Executive Summary

Anil Ambastha, Chevron

With this issue, my 3-year term as an Executive Editor (EE) of SPE Res Eval & Eng (the Reservoir Engineering side of the journal) has come to an end. During these 3 years, I was involved in processing more than 800 papers through the editorial process. I read each one of these papers and their reviews to make as informed a decision on each manuscript as possible. It has been an incredible learning experience for me and I am grateful to the SPE for having provided me with this opportunity. I extend my personal thanks to all Associate Editors, Technical Editors, Authors, and SPE Staff for their excellent cooperation. Without such dedicated focus and assistance from all, I would not have succeeded in my job. Hopefully, our readers also agree that SPE Res Eval & Eng has continued to provide them with the best peer-reviewed articles of contemporary significance. This SPE mission to disseminate knowledge by means ofSPE Res Eval & Eng will, no doubt, continue in the future as I hand over the EE duties to my successor, Diederik van Batenburg. He is a reservoir engineer for Shell's enhanced-oil-recovery team in Rijswijk, The Netherlands. He joined Shell in 2006 after 13 years at Halliburton where he worked in research, operational, and management positions in the areas of well stimulation and water shutoff. van Batenburg holds MSc and PhD degrees in petroleum engineering from Delft University of Technology. Let’s all congratulate him on his selection as our next EE for SPE Res Eval & Eng (on the Reservoir Engineering side)!

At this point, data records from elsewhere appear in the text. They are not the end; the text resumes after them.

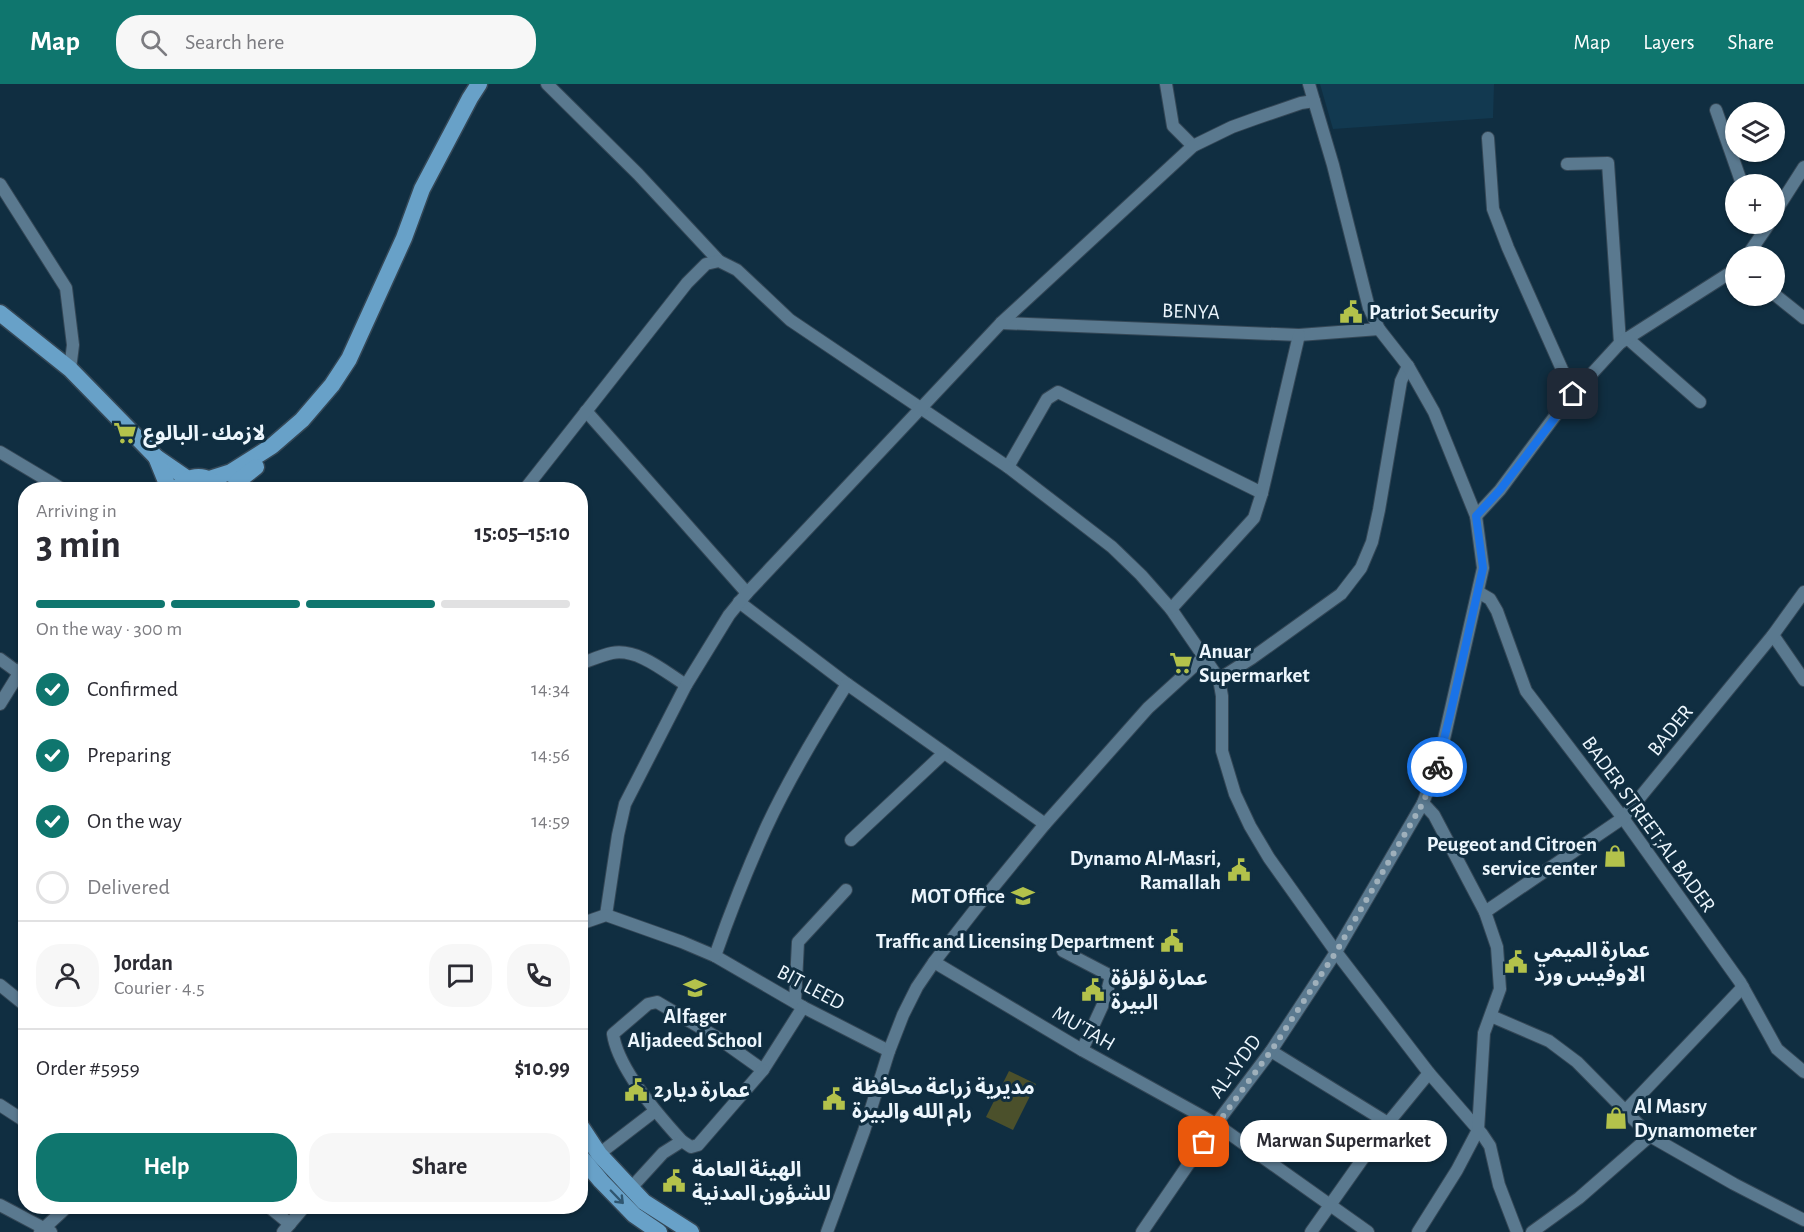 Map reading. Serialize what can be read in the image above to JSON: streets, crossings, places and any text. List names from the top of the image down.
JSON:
{
  "streets": {
    "street": [
      "BENYA",
      "BADER",
      "BADER STREET;AL BADER",
      "BIT LEED",
      "MU'TAH",
      "AL-LYDD"
    ]
  },
  "crossings": [
    ["BENYA", "AL-LYDD"],
    ["BADER", "BADER STREET;AL BADER"],
    ["BADER STREET;AL BADER", "AL-LYDD"],
    ["MU'TAH", "AL-LYDD"]
  ],
  "places": {
    "public building": [
      "Patriot Security",
      "Dynamo Al-Masri, Ramallah",
      "Traffic and Licensing Department",
      "عمارة الميمي الاوفيس ورد",
      "عمارة لؤلؤة البيرة",
      "عمارة ديار2",
      "مديرية زراعة محافظة رام الله والبيرة",
      "الهيئة العامة للشؤون المدنية"
    ],
    "supermarket": ["لازمك - البالوع", "Anuar Supermarket"],
    "shop": ["Peugeot and Citroen service center", "Al Masry Dynamometer"],
    "school or university": ["MOT Office", "Alfager Aljadeed School"],
    "other": ["Marwan Supermarket"]
  },
  "page": {
    "header": "Map",
    "search": "Search here",
    "nav": ["Map", "Layers", "Share"],
    "map_buttons": ["+", "−"],
    "heading": ["3 min", "Arriving in", "15:05–15:10"],
    "panel": [
      "Jordan",
      "Courier · 4.5",
      "Order #5959",
      "$10.99"
    ],
    "bar": "On the way · 300 m",
    "list": [
      ["Confirmed", "14:34"],
      ["Preparing", "14:56"],
      ["On the way", "14:59"],
      "Delivered"
    ],
    "bubble": "Marwan Supermarket",
    "buttons": ["Help", "Share"]
  }
}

In closing, as I say farewell to all of you, please note that if my actions/decisions offended any one of you, it was not intentional. I always tried to be as impartial, honest, and consistent as possible with respect to each manuscript. But to err is human and I hope that you would consider me worthy of your forgiveness for whatever you did not like about my actions and me.

Papers in this issue of the SPE Res Eval & Eng focus on shale/tight-gas reservoirs, carbonate reservoirs, seismic data integration, and advanced numerical techniques. The following is a brief outline of the papers in this issue primarily in authors’ words.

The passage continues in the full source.